The TEI Guidelines are expressly
designed to be applicable across a broad range of applications
and disciplines and therefore treat not only a vast array of textual
phenomena, but are also designed with an eye toward the maximum
of generality and flexibility. Most applications will use only
those parts of the TEI that are required to meet their needs.
The CES is such an application that have utilized the TEI modular
DTD and the TEI customization mechanisms to select those pieces
of the TEI that are appropriate for corpus encoding. The TEI is
an ongoing project and for some areas it is not complete; and
as a result, there are some areas of importance for corpus encoding
that the TEI Guidelines do not cover. Therefore, developing the
CES has involved not only selecting from, but also in some cases
extending the TEI Guidelines to meet the specific needs of corpus-based
work in language engineering. All results and specifications developed
for the CES are fed back to the TEI as input for further revisions
of the Guidelines. The current version of the CES is a first draft
of the standard. It has not been widely implemented, and the intention
is to continue to develop the CES on the basis of input and feedback
from users after it is put to greater use. Therefore, this document
will continue to evolve and should not be regarded as "final".
All current CES documents and DTDs will continue to be available
at the following site:
http://www.cs.vassar.edu/CES/. Anyone actively
implementing the standard should consult this site regularly.
The statistics given in the previous chapter referred
to the dictionary. In running texts, as one would expect they
are different, reflecting the actual usage of the lexical stock.
The procedure for evaluating the numbers in this Section involved
automatic segmentation of the text, MSD annotating the segmented
text and manual disambiguation of approximately 220.000 lexical
tokens.
Please note that a token (a lexical
unit as identified by the segmenter) is not necessarily a word:
one orthographic word may be split into several tokens (the Romanian
"dã-mi-l" - give it to me - is split into 3
tokens) or several orthographic words may be combined into one
token (the Romanian words "de la" are combined into
one token "de_la"). In Figure 1 is a fragment of text
from our corpora, Figure 2 shows the segmented text, Figure 3
gives the MSD ambiguously annotated text and Figure 4 presents
the MSD disambiguated text.
The selected texts from the corpora were segmented
by means of a tokenizer, part of the tool-set implemented within
the MULTEXT project with the language resources we developed
within the MULTEXT-EAST. The segmenter is a language independent
and configurable processor used to tokenize an input text, given
in one of the three possible formats: plain text (as in Figure
1), a normalized SGML form (nSGML) as output by another MULTEXT
tool (MTSgmlQl) and a tabular format (also specific to MULTEXT
processing chain). The output of the segmenter is a tokenized
form of the input text, with paragraph and sentence boundary marked-up.

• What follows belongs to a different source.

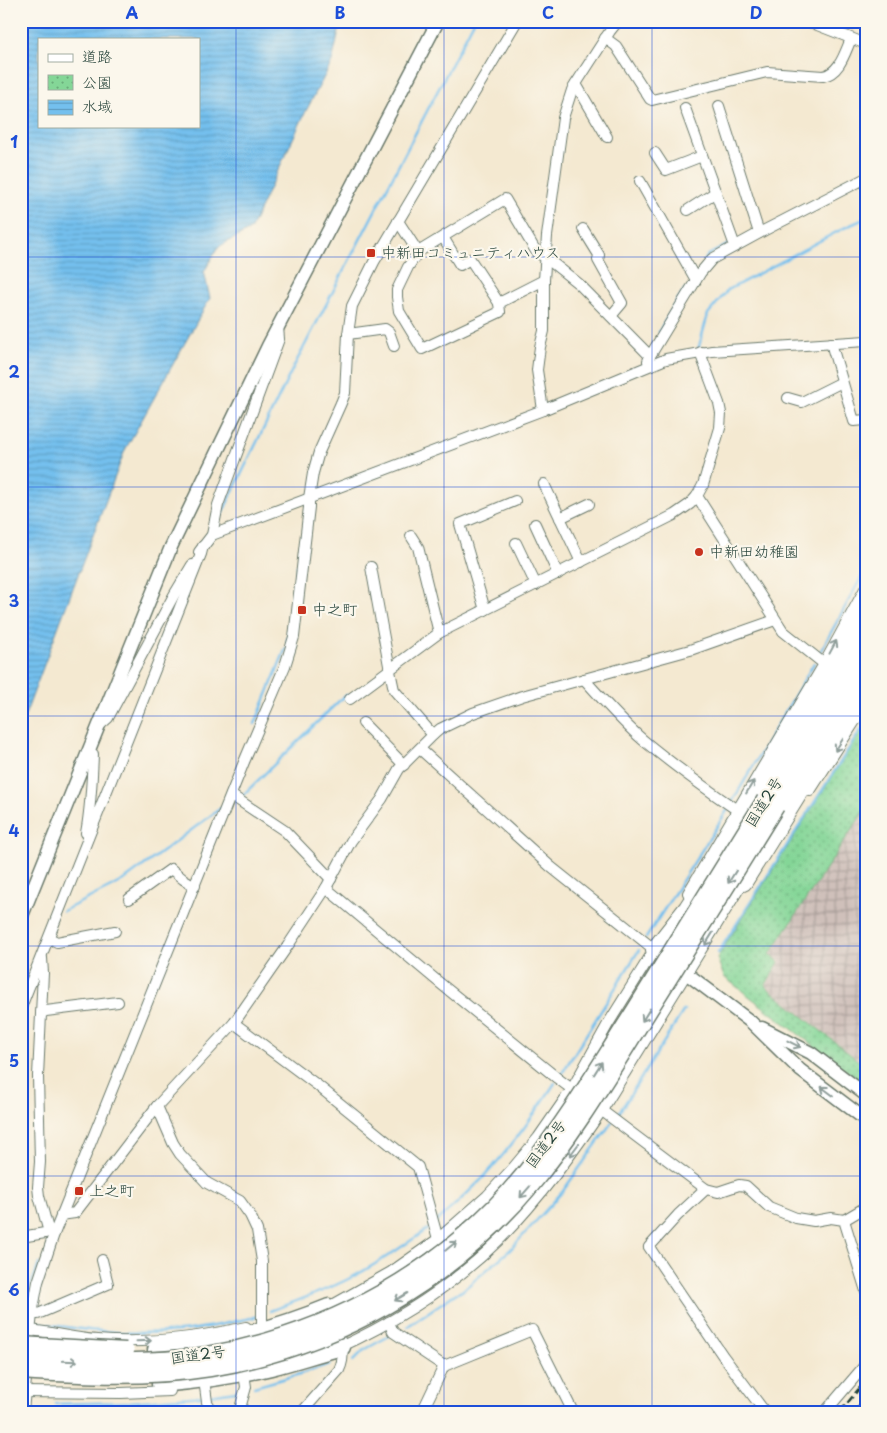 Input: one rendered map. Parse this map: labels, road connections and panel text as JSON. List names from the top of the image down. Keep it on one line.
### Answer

Punctuation, lexical items, numbers and several alpha numeric
sequences (such as dates and hours) are annotated with various
tags out of a hierarchy class structured tagset. The language
specific behavior of the segmenter is driven by several language
resources (abbreviations, compounds, clitics, etc.). The general
behavior of the segmenter (valid over several languages) can also
be parametrised by means of external resources such as definition
for space and punctuation, number orthography, sentence delimiters,
etc.
39